In: Economics
1. Analyze the effect of the following independent shocks on domestic Y and i in the Fleming-Mundell model.
a. The domestic economy experiences a fall in wages. The exchange rate is fixed and capital is imperfectly mobile. State the effect on domestic central bank reserves of foreign currency.
b. Domestic money demand falls. The exchange rate is floating and capital is perfectly mobile.
c. Foreign commercial banks decide to hold a higher fraction of each deposit on reserve. The exchange rate is fixed and capital is perfectly mobile.
d. The foreign government lowers its spending. The exchange rate is fixed and capital is perfectly mobile.
e. Suppose the domestic economy is initially above Yn. With a diagram determine whether a fixed or floating exchange rate is superior for the shock in (d). Also state your finding in a sentence.

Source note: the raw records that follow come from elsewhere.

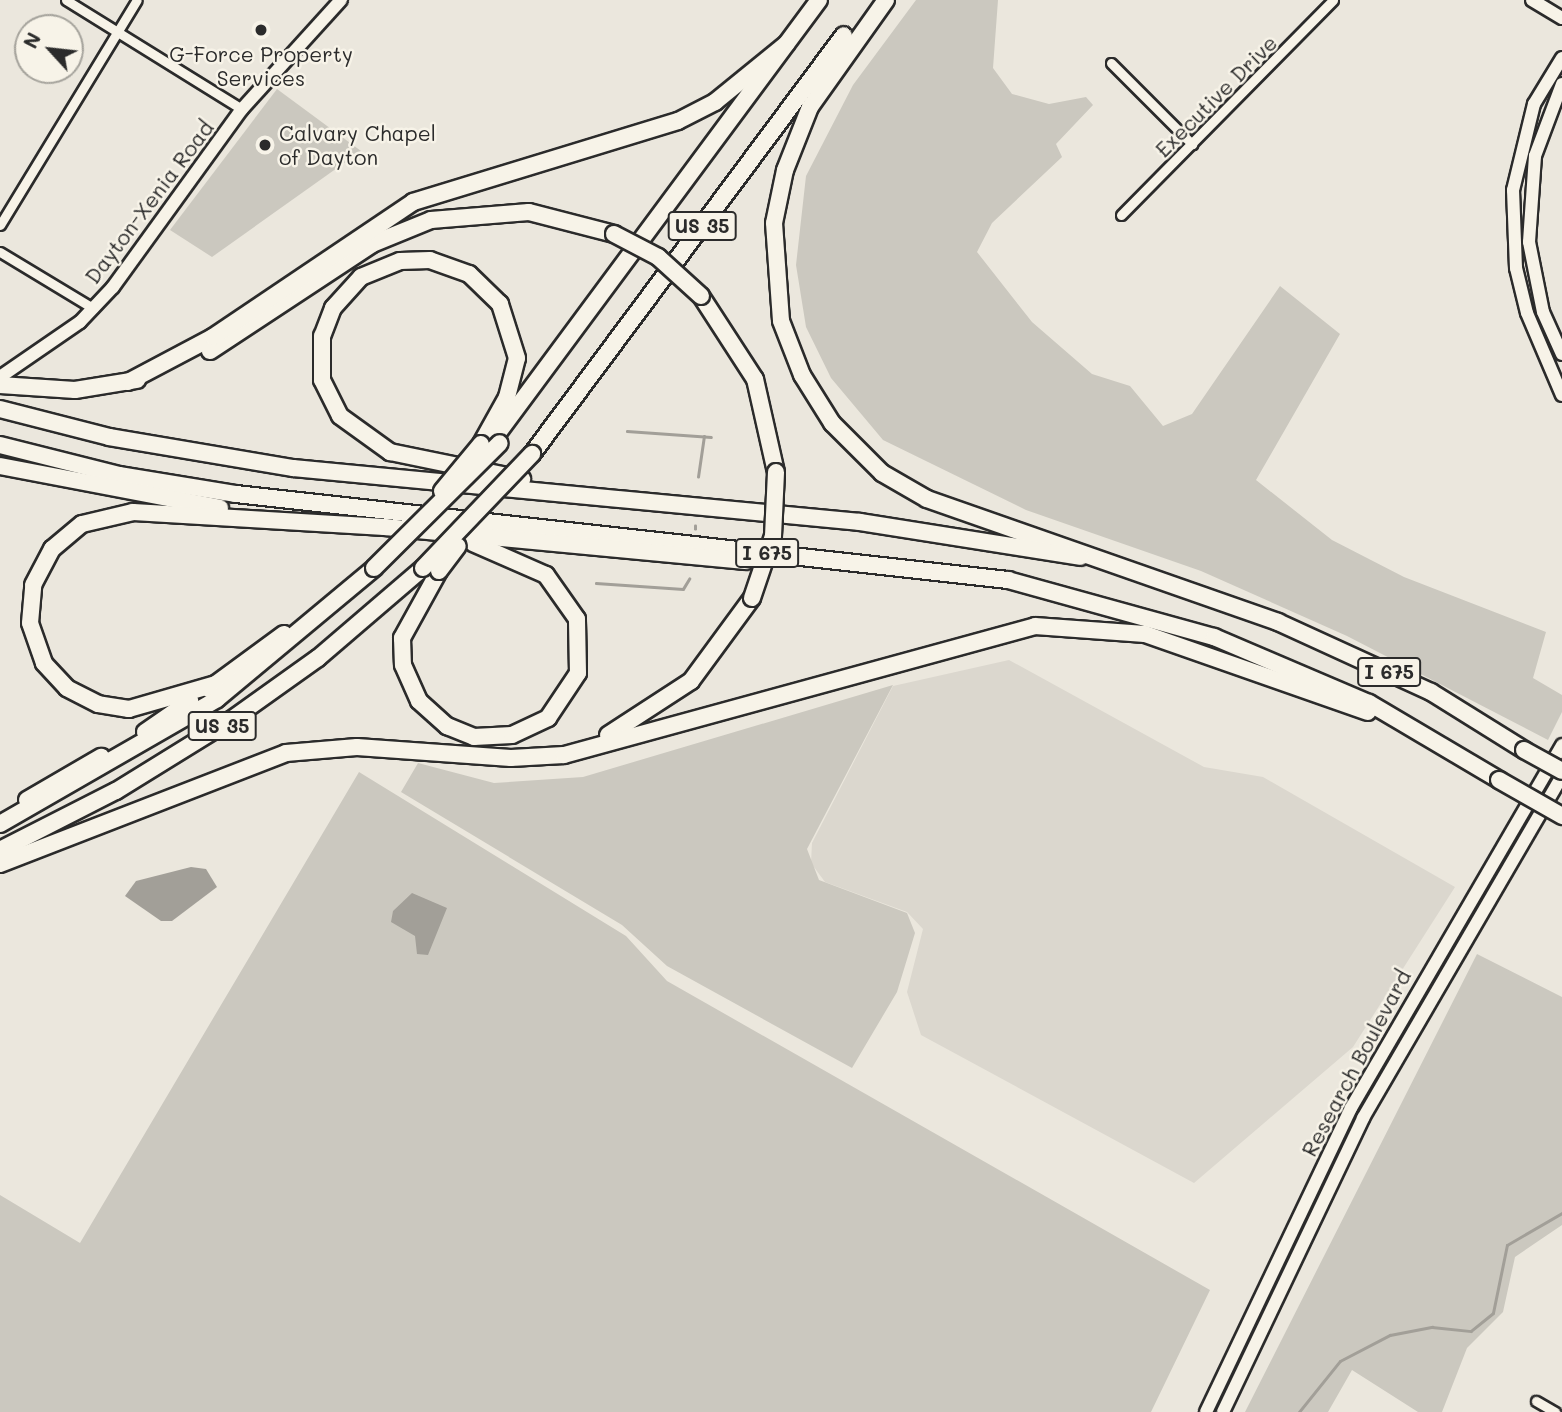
<!DOCTYPE html>
<style>
body{margin:0}
#map{position:relative;width:1562px;height:1412px;overflow:hidden;background:#ebe7dd;font-family:Mali,sans-serif}
div>[style]{position:absolute}
[style*='--x']{left:calc(var(--x)*1px);top:calc(var(--y)*1px);width:calc(var(--w)*1px);rotate:calc(var(--a)*1deg)}
.built>*{inset:0;background:#dbd7ce}
.green>*{inset:0;background:#cbc8bf}
.water>*{inset:0;background:#a29f98}
.stream>*{height:2.5px;margin:-1.25px;padding:0 1.25px;transform-origin:1.25px;border-radius:1.25px;background:#a29f98}
.roads{filter:drop-shadow(2px 0 #2b2b2b) drop-shadow(-2px 0 #2b2b2b) drop-shadow(0 2px #2b2b2b) drop-shadow(0 -2px #2b2b2b)}
.minor>*{height:9px;margin:-4.5px;padding:0 4.5px;transform-origin:4.5px;border-radius:4.5px;background:#f7f3e8}
.secondary>*{height:12px;margin:-6px;padding:0 6px;transform-origin:6px;border-radius:6px;background:#f7f3e8}
.motorway>*{height:16px;margin:-8px;padding:0 8px;transform-origin:8px;border-radius:8px;background:#f7f3e8}
.bridges{filter:drop-shadow(2px 0 #2b2b2b) drop-shadow(-2px 0 #2b2b2b) drop-shadow(0 2px #2b2b2b) drop-shadow(0 -2px #2b2b2b)}
.motorway-bridge>*{height:16px;margin:-8px;padding:0 8px;transform-origin:8px;border-radius:8px;background:#f7f3e8}
.dots>*{width:19px;height:19px;translate:-50% -50%;box-sizing:border-box;border:4px solid #f7f3e8;border-radius:50%}
span{translate:-50% -50%;white-space:nowrap;text-align:center;line-height:1.15;-webkit-text-stroke:5px #f7f3e8;paint-order:stroke}
.shield-label span{padding:2px 5px;background:#f7f3e8;border:2px solid;border-radius:5px;-webkit-text-stroke-width:0}
.shield-label{font-size:19px;color:#2b2b2b;font-weight:700}
.poi-label{font-size:21px;color:#2b2b2b}
.left{translate:0 -50%;text-align:left}
.street-label{font-size:21px;color:#2b2b2b}
.north{position:absolute;left:14px;top:14px;width:70px;height:70px;box-sizing:border-box;background:#f7f3e8;border:2px solid #a5a39c;border-radius:50%;rotate:297deg;font-size:19px;font-weight:700;line-height:28px;text-align:center;color:#2b2b2b}
.north::after{content:'';display:block;margin:auto;width:24px;height:32px;background:#2b2b2b;clip-path:polygon(50% 0,100% 100%,50% 72%,0 100%)}
</style>
<div id="map">
<div class="built">
<i style="clip-path:polygon(1009px 660px,1204px 767px,1263px 777px,1455px 887px,1353px 1047px,1194px 1183px,921px 1035px,907px 992px,923px 929px,907px 912px,825px 882px,811px 863px,812px 843px,893px 686px)"></i>
</div>
<div class="green">
<i style="clip-path:polygon(916px 0,998px 0,993px 68px,1012px 94px,1049px 104px,1086px 97px,1093px 105px,1056px 144px,1062px 157px,992px 223px,977px 252px,1032px 322px,1092px 374px,1130px 386px,1163px 426px,1192px 414px,1280px 286px,1340px 334px,1256px 480px,1332px 540px,1404px 577px,1546px 632px,1533px 678px,1562px 695px,1562px 712px,1548px 740px,1347px 636px,1201px 571px,1026px 510px,883px 440px,831px 378px,806px 327px,796px 265px,806px 176px,853px 85px)"></i>
<i style="clip-path:polygon(277px 89px,361px 151px,212px 257px,170px 230px)"></i>
<i style="clip-path:polygon(893px 685px,807px 849px,819px 880px,907px 913px,915px 933px,897px 992px,852px 1068px,667px 966px,622px 925px,401px 792px,418px 763px,494px 783px,583px 777px)"></i>
<i style="clip-path:polygon(359px 772px,626px 936px,667px 981px,1210px 1290px,1151px 1412px,0 1412px,0 1195px,80px 1243px)"></i>
<i style="clip-path:polygon(1477px 954px,1562px 997px,1562px 1225px,1515px 1257px,1503px 1312px,1467px 1348px,1442px 1412px,1418px 1412px,1352px 1370px,1328px 1412px,1245px 1412px)"></i>
</div>
<div class="water">
<i style="clip-path:polygon(191px 867px,206px 869px,217px 887px,172px 921px,161px 921px,125px 896px,136px 881px)"></i>
<i style="clip-path:polygon(412px 893px,447px 908px,428px 955px,417px 954px,415px 936px,391px 922px,393px 911px)"></i>
</div>
<div class="stream">
<i style="--x:627;--y:431;--w:84;--a:4.1"></i>
<i style="--x:698;--y:477;--w:41;--a:-81.7"></i>
<i style="--x:695;--y:529;--w:3;--a:-90"></i>
<i style="--x:596;--y:583;--w:87;--a:3.9"></i>
<i style="--x:683;--y:589;--w:12;--a:-59"></i>
<i style="--x:1299;--y:1412;--w:65;--a:-51.2"></i>
<i style="--x:1340;--y:1361;--w:56;--a:-27.5"></i>
<i style="--x:1390;--y:1335;--w:43;--a:-10.8"></i>
<i style="--x:1432;--y:1327;--w:39;--a:6"></i>
<i style="--x:1471;--y:1331;--w:28;--a:-39"></i>
<i style="--x:1493;--y:1313;--w:69;--a:-78.4"></i>
<i style="--x:1507;--y:1245;--w:64;--a:-30.2"></i>
</div>
<div class="roads">
<div class="minor">
<i style="--x:66;--y:0;--w:207;--a:31.8"></i>
<i style="--x:1111;--y:63;--w:115;--a:45"></i>
<i style="--x:1121;--y:215;--w:302;--a:-45.4"></i>
<i style="--x:0;--y:225;--w:263;--a:-58.7"></i>
<i style="--x:0;--y:252;--w:109;--a:31.1"></i>
<i style="--x:1536;--y:1401;--w:22;--a:30"></i>
</div>
<div class="secondary">
<i style="--x:1532;--y:0;--w:35;--a:31"></i>
<i style="--x:1562;--y:58;--w:54;--a:121.3"></i>
<i style="--x:1534;--y:104;--w:89;--a:103.7"></i>
<i style="--x:1513;--y:190;--w:78;--a:87.8"></i>
<i style="--x:1516;--y:268;--w:46;--a:76.3"></i>
<i style="--x:1527;--y:313;--w:89;--a:66.9"></i>
<i style="--x:1562;--y:84;--w:77;--a:110.6"></i>
<i style="--x:1535;--y:156;--w:86;--a:94"></i>
<i style="--x:1529;--y:242;--w:71;--a:78.7"></i>
<i style="--x:1543;--y:312;--w:46;--a:65.7"></i>
<i style="--x:0;--y:377;--w:97;--a:-34.5"></i>
<i style="--x:80;--y:322;--w:48;--a:-46.7"></i>
<i style="--x:113;--y:287;--w:220;--a:-54.1"></i>
<i style="--x:242;--y:109;--w:147;--a:-47.8"></i>
<i style="--x:1206;--y:1412;--w:337;--a:-64.5"></i>
<i style="--x:1351;--y:1108;--w:420;--a:-59.8"></i>
<i style="--x:1223;--y:1412;--w:326;--a:-64.5"></i>
<i style="--x:1363;--y:1118;--w:396;--a:-59.8"></i>
</div>
<div class="motorway">
<i style="--x:886;--y:0;--w:131;--a:125.4"></i>
<i style="--x:810;--y:107;--w:68;--a:111.6"></i>
<i style="--x:785;--y:170;--w:54;--a:101.7"></i>
<i style="--x:774;--y:223;--w:98;--a:85.9"></i>
<i style="--x:781;--y:321;--w:58;--a:68.7"></i>
<i style="--x:802;--y:375;--w:57;--a:58"></i>
<i style="--x:832;--y:423;--w:71;--a:45"></i>
<i style="--x:882;--y:473;--w:52;--a:30"></i>
<i style="--x:927;--y:499;--w:372;--a:19.3"></i>
<i style="--x:1278;--y:622;--w:168;--a:24.6"></i>
<i style="--x:1431;--y:692;--w:110;--a:31.9"></i>
<i style="--x:701;--y:296;--w:99;--a:57"></i>
<i style="--x:755;--y:379;--w:95;--a:77.3"></i>
<i style="--x:210;--y:351;--w:194;--a:-33.4"></i>
<i style="--x:372;--y:244;--w:64;--a:-22.1"></i>
<i style="--x:431;--y:220;--w:98;--a:-4.7"></i>
<i style="--x:529;--y:212;--w:88;--a:14.5"></i>
<i style="--x:128;--y:382;--w:96;--a:-27.9"></i>
<i style="--x:213;--y:337;--w:241;--a:-34"></i>
<i style="--x:413;--y:202;--w:277;--a:-17"></i>
<i style="--x:678;--y:121;--w:42;--a:-27.2"></i>
<i style="--x:715;--y:102;--w:92;--a:-39.2"></i>
<i style="--x:0;--y:385;--w:75;--a:3.8"></i>
<i style="--x:75;--y:390;--w:63;--a:-9.2"></i>
<i style="--x:0;--y:409;--w:113;--a:14.4"></i>
<i style="--x:109;--y:437;--w:187;--a:9.6"></i>
<i style="--x:293;--y:468;--w:570;--a:5.44"></i>
<i style="--x:860;--y:522;--w:223;--a:9"></i>
<i style="--x:495;--y:437;--w:544;--a:-53.45"></i>
<i style="--x:481;--y:444;--w:54;--a:-61"></i>
<i style="--x:507;--y:397;--w:40;--a:-75.6"></i>
<i style="--x:517;--y:358;--w:57;--a:-107.5"></i>
<i style="--x:500;--y:304;--w:43;--a:-135.9"></i>
<i style="--x:469;--y:274;--w:41;--a:-160.3"></i>
<i style="--x:430;--y:260;--w:30;--a:178"></i>
<i style="--x:400;--y:261;--w:42;--a:157.7"></i>
<i style="--x:361;--y:277;--w:42;--a:132.1"></i>
<i style="--x:333;--y:308;--w:30;--a:111"></i>
<i style="--x:322;--y:336;--w:44;--a:90"></i>
<i style="--x:322;--y:380;--w:40;--a:63.4"></i>
<i style="--x:340;--y:416;--w:62;--a:35.8"></i>
<i style="--x:390;--y:452;--w:135;--a:11.6"></i>
<i style="--x:0;--y:445;--w:123;--a:14.1"></i>
<i style="--x:119;--y:475;--w:119;--a:9.2"></i>
<i style="--x:236;--y:494;--w:777;--a:6.36"></i>
<i style="--x:1008;--y:580;--w:214;--a:15.5"></i>
<i style="--x:1214;--y:637;--w:168;--a:23.1"></i>
<i style="--x:1369;--y:703;--w:151;--a:30.6"></i>
<i style="--x:532;--y:454;--w:522;--a:-53.33"></i>
<i style="--x:0;--y:466;--w:224;--a:10.8"></i>
<i style="--x:439;--y:571;--w:77;--a:118.9"></i>
<i style="--x:402;--y:638;--w:27;--a:88"></i>
<i style="--x:403;--y:665;--w:39;--a:66"></i>
<i style="--x:419;--y:701;--w:38;--a:42"></i>
<i style="--x:447;--y:726;--w:29;--a:22"></i>
<i style="--x:474;--y:737;--w:38;--a:-3"></i>
<i style="--x:512;--y:735;--w:40;--a:-25"></i>
<i style="--x:548;--y:718;--w:54;--a:-56.3"></i>
<i style="--x:578;--y:673;--w:54;--a:-91.1"></i>
<i style="--x:577;--y:619;--w:54;--a:-125.2"></i>
<i style="--x:546;--y:575;--w:80;--a:-156.3"></i>
<i style="--x:216;--y:684;--w:91;--a:164"></i>
<i style="--x:129;--y:709;--w:31;--a:-171"></i>
<i style="--x:98;--y:704;--w:35;--a:-153"></i>
<i style="--x:67;--y:688;--w:34;--a:-133"></i>
<i style="--x:44;--y:663;--w:42;--a:-109.3"></i>
<i style="--x:30;--y:623;--w:38;--a:-85"></i>
<i style="--x:33;--y:585;--w:41;--a:-62.2"></i>
<i style="--x:52;--y:549;--w:39;--a:-40"></i>
<i style="--x:82;--y:524;--w:52;--a:-13.2"></i>
<i style="--x:133;--y:512;--w:252;--a:3.4"></i>
<i style="--x:385;--y:527;--w:362;--a:5.4"></i>
<i style="--x:209;--y:689;--w:93;--a:-36.3"></i>
<i style="--x:145;--y:732;--w:55;--a:-34.6"></i>
<i style="--x:608;--y:735;--w:99;--a:-33"></i>
<i style="--x:691;--y:681;--w:103;--a:-53.7"></i>
<i style="--x:27;--y:800;--w:86;--a:-30.2"></i>
<i style="--x:0;--y:824;--w:250;--a:-29.9"></i>
<i style="--x:217;--y:699;--w:204;--a:-39.8"></i>
<i style="--x:0;--y:850;--w:130;--a:-27"></i>
<i style="--x:116;--y:791;--w:135;--a:-31.7"></i>
<i style="--x:231;--y:720;--w:107;--a:-35.5"></i>
<i style="--x:318;--y:658;--w:138;--a:-40.6"></i>
<i style="--x:0;--y:864;--w:307;--a:-21.2"></i>
<i style="--x:286;--y:753;--w:71;--a:-4.8"></i>
<i style="--x:357;--y:747;--w:154;--a:4.1"></i>
<i style="--x:511;--y:758;--w:53;--a:-3.2"></i>
<i style="--x:564;--y:755;--w:488;--a:-15.3"></i>
<i style="--x:1035;--y:626;--w:110;--a:4.2"></i>
<i style="--x:1145;--y:634;--w:236;--a:19.3"></i>
</div>
</div>
<div class="bridges">
<div class="motorway-bridge">
<i style="--x:614;--y:234;--w:50;--a:27.6"></i>
<i style="--x:658;--y:257;--w:58;--a:42.2"></i>
<i style="--x:442;--y:491;--w:61;--a:-50.3"></i>
<i style="--x:374;--y:568;--w:177;--a:-44.8"></i>
<i style="--x:423;--y:568;--w:158;--a:-46.3"></i>
<i style="--x:439;--y:571;--w:31;--a:-53"></i>
<i style="--x:752;--y:598;--w:65;--a:-71.3"></i>
<i style="--x:773;--y:536;--w:64;--a:-87.3"></i>
<i style="--x:1524;--y:750;--w:43;--a:28.9"></i>
<i style="--x:1499;--y:780;--w:73;--a:29.7"></i>
</div>
</div>
<div class="dots">
<i style="left:261px;top:30px;background:#2b2b2b"></i>
<i style="left:265px;top:145px;background:#2b2b2b"></i>
</div>
<div class="shield-label">
<span style="left:702px;top:226px">US 35</span>
<span style="left:767px;top:553px">I 675</span>
<span style="left:1389px;top:672px">I 675</span>
<span style="left:222px;top:726px">US 35</span>
</div>
<div class="poi-label">
<span style="left:261px;top:66px">G-Force Property<br>Services</span>
<span class="left" style="left:279px;top:145px">Calvary Chapel<br>of Dayton</span>
</div>
<div class="street-label">
<span style="left:1216px;top:96px;rotate:-45deg">Executive Drive</span>
<span style="left:149px;top:202px;rotate:-53deg">Dayton-Xenia Road</span>
<span style="left:1356px;top:1063px;rotate:-62deg">Research Boulevard</span>
</div>
<div class="north">N</div>
</div>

f. Domestic firms believe domestic consumption spending will fall. The exchange rate is floating and capital is imperfectly mobile. State the final effect on domestic investment.
1.a. When domestic eonomy has a fall in nominal wages, it means people in the economy are earning less and so will consumer and investment less. This causes IS curve to shift from IS0 to IS1. Since capital is implerfectly mobile BP curve is upward sloping. Now due to fall in IS curve, interest rate will fall and there will be outflow of capital which can lead to currency depreciation (a downward pressure). To keep exchange rate fixed, the central bank will decrease money supply and raise interest rates to nullify the increase in i. In this process on keeping exhange rate dixed, the Cb will use open market mechanism to buy foreign exchange and increase supply of home currency and hence increase exchange rate. However since capital is imperfectly mobile, the impact gets partially nullified and the interest rate still falls but by a lower margin. Output falls substantially from Y0 to Y1, i falls from i0 to i1.
b. When domestic money demand falls, then LM curve shifts inwards from LM0 to LM1. BP is horizontal since capital is perfecly mobile. The increase in interest rates, increases capital inflow , BoP improves and currency apprecites. Currency appreciation causes imports to become cheaper and exports expensive (to foreign) and so IS curve shifts inwards from IS0 to IS1. This cause output to fall from Y0 to Y1, interest rate is unchanged.
c. The foreign money supply falls and so output falls in foreign. This leads to a fall in import demand - meaning a decrease in home country's export. (Foreign countries interest rate will not change, assuming they have perfect capital mobility and fixed exchange rate). This will cause inward shift in IS curve from IS0 to IS1. This should decrease interest rate, however to keep exchange rate fixed, the CB will decrease money supply to increase interest rates. LM curve shifts to the left. This causes output to fall but interest rates remain unchanged.
d. When the foreign government reduces its spending, Its means there output has fallen. Interest rate will again not change given foriegn has perfect capital mobility and fixed exchange rate. As there output has fallen, they will reduce imports and so home country's exports fall. IS curve shifts left which can interest rate and hence exchange rate to fall. However to keep exchange rate pegged, CB will decrease money supply and keep interest rates unchanged. Output falls.